- [About this task]
Range to reproduce from the entries below: the line with "For a GIS import: Dump", the line with "I am building", and every line in between. Give them exactly and give nothing else.

╭─ Provided data

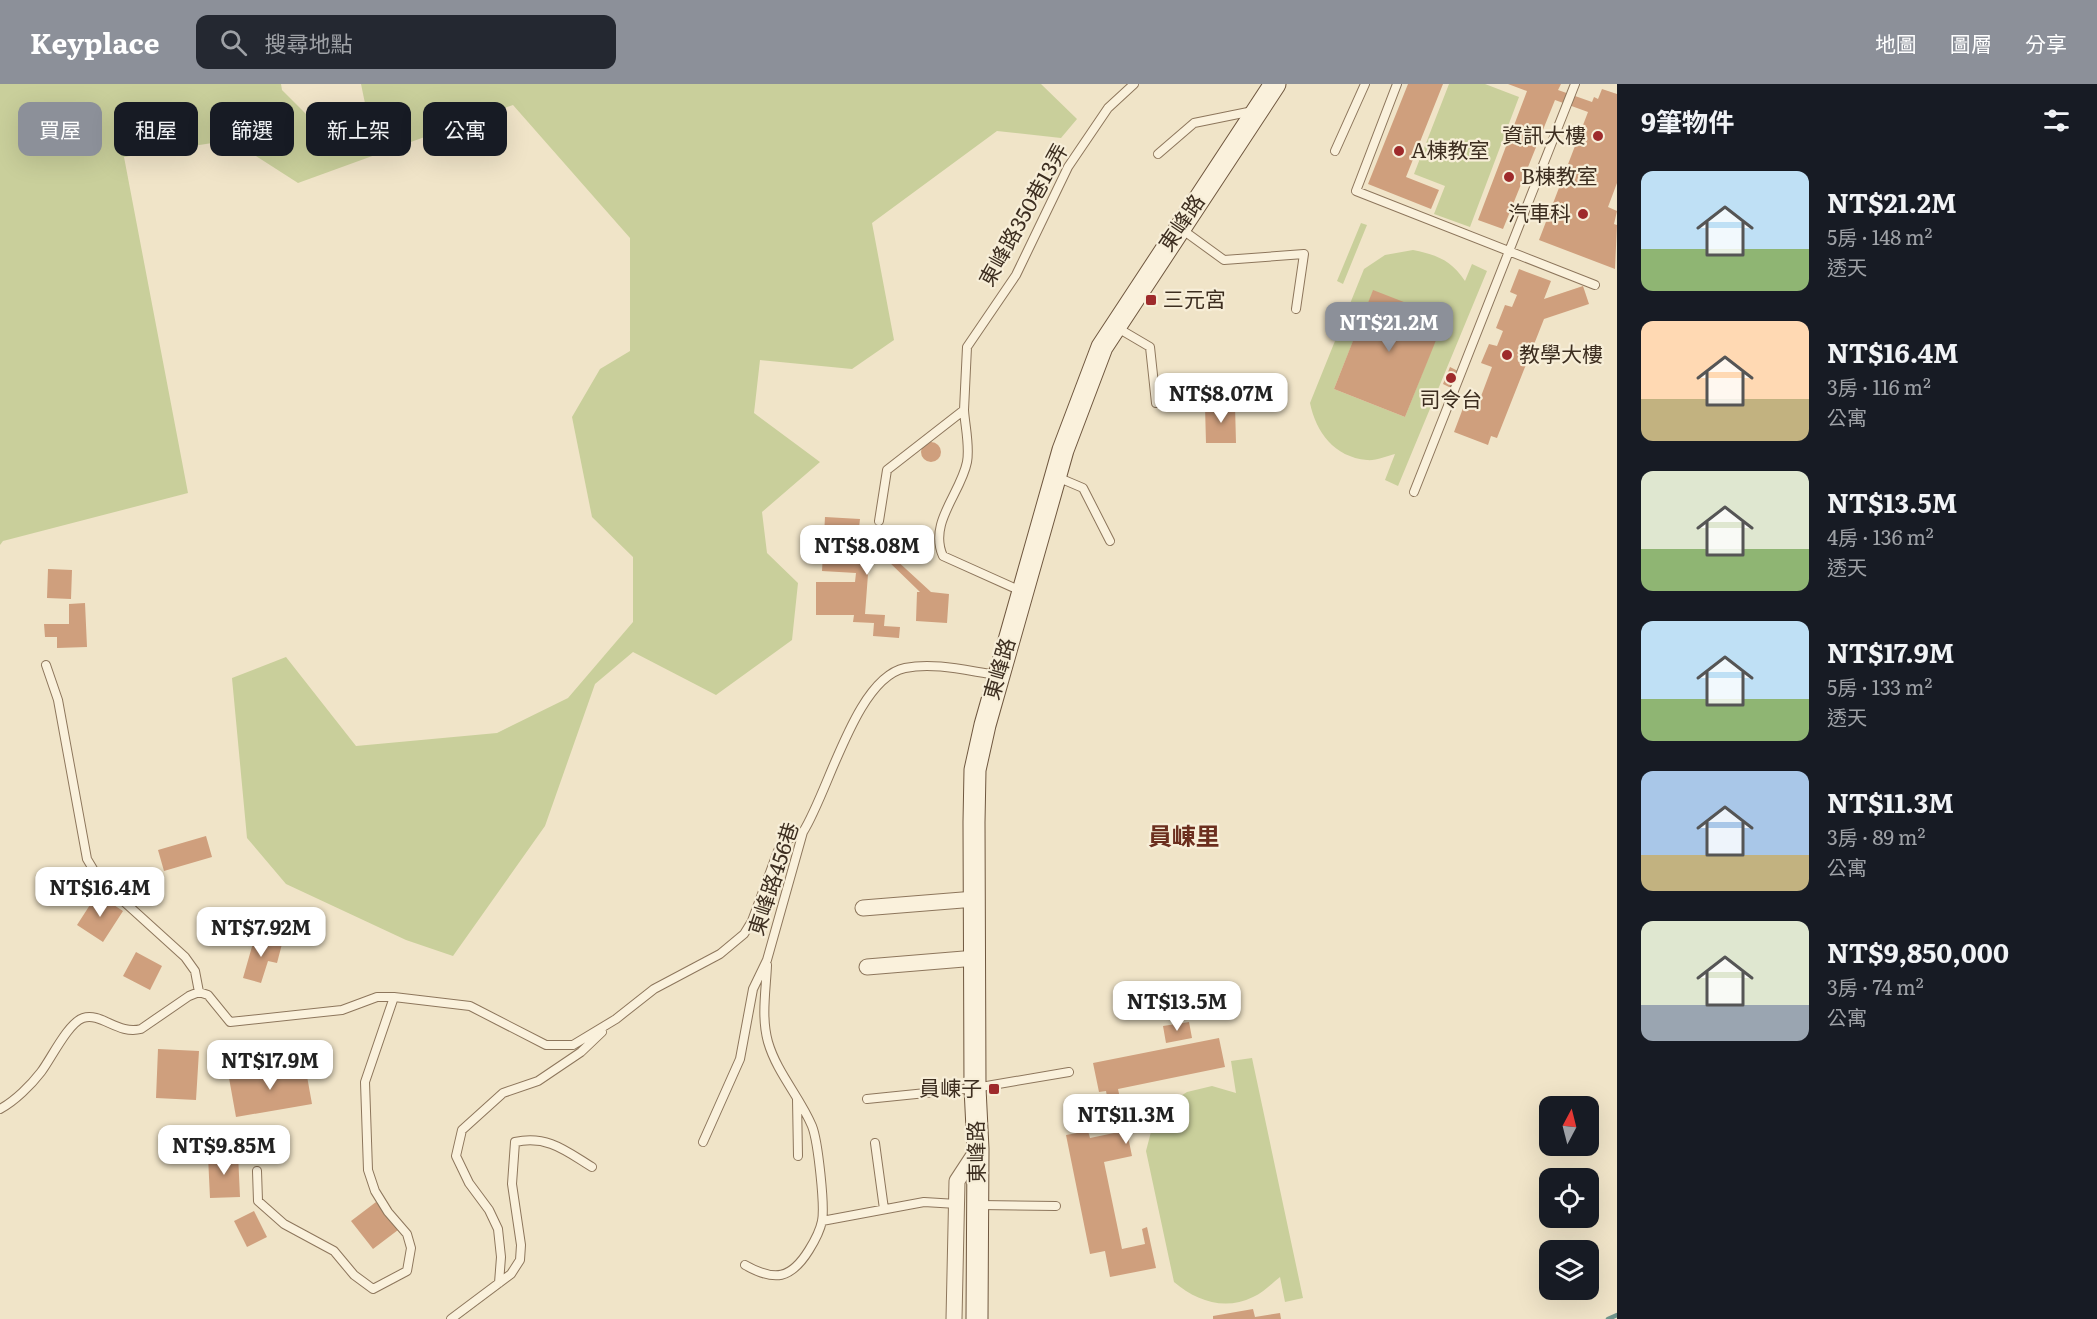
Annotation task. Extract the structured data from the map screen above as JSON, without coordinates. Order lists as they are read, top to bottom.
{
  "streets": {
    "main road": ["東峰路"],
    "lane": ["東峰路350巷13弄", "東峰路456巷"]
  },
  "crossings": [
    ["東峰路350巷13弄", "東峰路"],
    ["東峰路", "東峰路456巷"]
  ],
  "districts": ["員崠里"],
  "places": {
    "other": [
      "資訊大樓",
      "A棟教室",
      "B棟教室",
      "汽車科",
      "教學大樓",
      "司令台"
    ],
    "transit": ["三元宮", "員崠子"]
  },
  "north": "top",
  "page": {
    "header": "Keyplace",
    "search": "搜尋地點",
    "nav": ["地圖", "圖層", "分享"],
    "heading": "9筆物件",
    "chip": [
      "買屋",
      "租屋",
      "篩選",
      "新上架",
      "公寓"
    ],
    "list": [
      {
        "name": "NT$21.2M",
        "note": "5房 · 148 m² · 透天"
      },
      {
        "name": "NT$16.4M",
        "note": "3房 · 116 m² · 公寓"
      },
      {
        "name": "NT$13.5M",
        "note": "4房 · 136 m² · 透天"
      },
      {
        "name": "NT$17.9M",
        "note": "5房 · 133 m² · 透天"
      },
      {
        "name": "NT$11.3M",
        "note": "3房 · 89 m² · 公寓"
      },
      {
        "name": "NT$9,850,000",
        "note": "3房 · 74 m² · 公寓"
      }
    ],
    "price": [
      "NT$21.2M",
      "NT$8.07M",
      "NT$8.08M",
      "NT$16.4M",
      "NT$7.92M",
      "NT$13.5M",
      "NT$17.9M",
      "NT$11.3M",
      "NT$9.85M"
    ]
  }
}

╰─
╭─ Provided data

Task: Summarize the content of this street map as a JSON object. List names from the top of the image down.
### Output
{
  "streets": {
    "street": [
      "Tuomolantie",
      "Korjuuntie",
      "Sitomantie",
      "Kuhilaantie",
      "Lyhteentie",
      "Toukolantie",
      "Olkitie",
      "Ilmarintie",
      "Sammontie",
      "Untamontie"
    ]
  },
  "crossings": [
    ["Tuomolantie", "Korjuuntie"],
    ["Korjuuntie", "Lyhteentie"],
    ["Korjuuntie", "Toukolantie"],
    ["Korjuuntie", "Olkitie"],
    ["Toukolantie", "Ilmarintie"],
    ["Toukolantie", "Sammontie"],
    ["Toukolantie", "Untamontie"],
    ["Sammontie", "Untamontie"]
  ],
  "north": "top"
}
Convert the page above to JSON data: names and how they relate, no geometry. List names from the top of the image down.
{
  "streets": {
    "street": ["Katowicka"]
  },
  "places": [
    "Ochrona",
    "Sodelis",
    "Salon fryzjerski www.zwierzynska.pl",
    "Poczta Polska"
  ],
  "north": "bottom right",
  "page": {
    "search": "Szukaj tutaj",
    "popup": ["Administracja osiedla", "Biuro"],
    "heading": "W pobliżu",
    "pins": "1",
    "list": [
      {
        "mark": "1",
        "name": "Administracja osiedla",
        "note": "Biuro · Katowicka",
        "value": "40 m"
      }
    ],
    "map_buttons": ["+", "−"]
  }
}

╰─
╭─ Provided data

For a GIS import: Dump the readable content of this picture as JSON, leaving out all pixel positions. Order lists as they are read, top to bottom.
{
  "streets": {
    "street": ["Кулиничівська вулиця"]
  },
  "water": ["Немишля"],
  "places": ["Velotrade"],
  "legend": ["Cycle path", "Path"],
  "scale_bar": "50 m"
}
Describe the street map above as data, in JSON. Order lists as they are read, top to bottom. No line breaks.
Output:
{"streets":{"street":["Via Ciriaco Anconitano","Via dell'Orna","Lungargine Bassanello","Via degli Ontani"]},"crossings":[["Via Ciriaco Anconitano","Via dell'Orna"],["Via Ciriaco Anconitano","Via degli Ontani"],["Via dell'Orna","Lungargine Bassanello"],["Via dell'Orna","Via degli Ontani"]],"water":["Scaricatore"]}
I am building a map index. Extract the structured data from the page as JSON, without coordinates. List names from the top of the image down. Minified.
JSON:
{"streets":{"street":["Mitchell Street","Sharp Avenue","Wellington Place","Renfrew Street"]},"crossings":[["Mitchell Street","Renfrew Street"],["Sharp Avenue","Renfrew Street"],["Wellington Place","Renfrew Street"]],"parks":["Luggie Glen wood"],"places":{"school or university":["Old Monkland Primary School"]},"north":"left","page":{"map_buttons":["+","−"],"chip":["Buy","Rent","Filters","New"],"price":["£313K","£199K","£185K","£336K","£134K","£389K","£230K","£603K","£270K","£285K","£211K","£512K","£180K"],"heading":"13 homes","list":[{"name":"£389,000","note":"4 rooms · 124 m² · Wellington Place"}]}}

╰─

- [Result of this task]
For a GIS import: Dump the readable content of this picture as JSON, leaving out all pixel positions. Order lists as they are read, top to bottom.
{
  "streets": {
    "street": ["Кулиничівська вулиця"]
  },
  "water": ["Немишля"],
  "places": ["Velotrade"],
  "legend": ["Cycle path", "Path"],
  "scale_bar": "50 m"
}
Describe the street map above as data, in JSON. Order lists as they are read, top to bottom. No line breaks.
Output:
{"streets":{"street":["Via Ciriaco Anconitano","Via dell'Orna","Lungargine Bassanello","Via degli Ontani"]},"crossings":[["Via Ciriaco Anconitano","Via dell'Orna"],["Via Ciriaco Anconitano","Via degli Ontani"],["Via dell'Orna","Lungargine Bassanello"],["Via dell'Orna","Via degli Ontani"]],"water":["Scaricatore"]}
I am building a map index. Extract the structured data from the page as JSON, without coordinates. List names from the top of the image down. Minified.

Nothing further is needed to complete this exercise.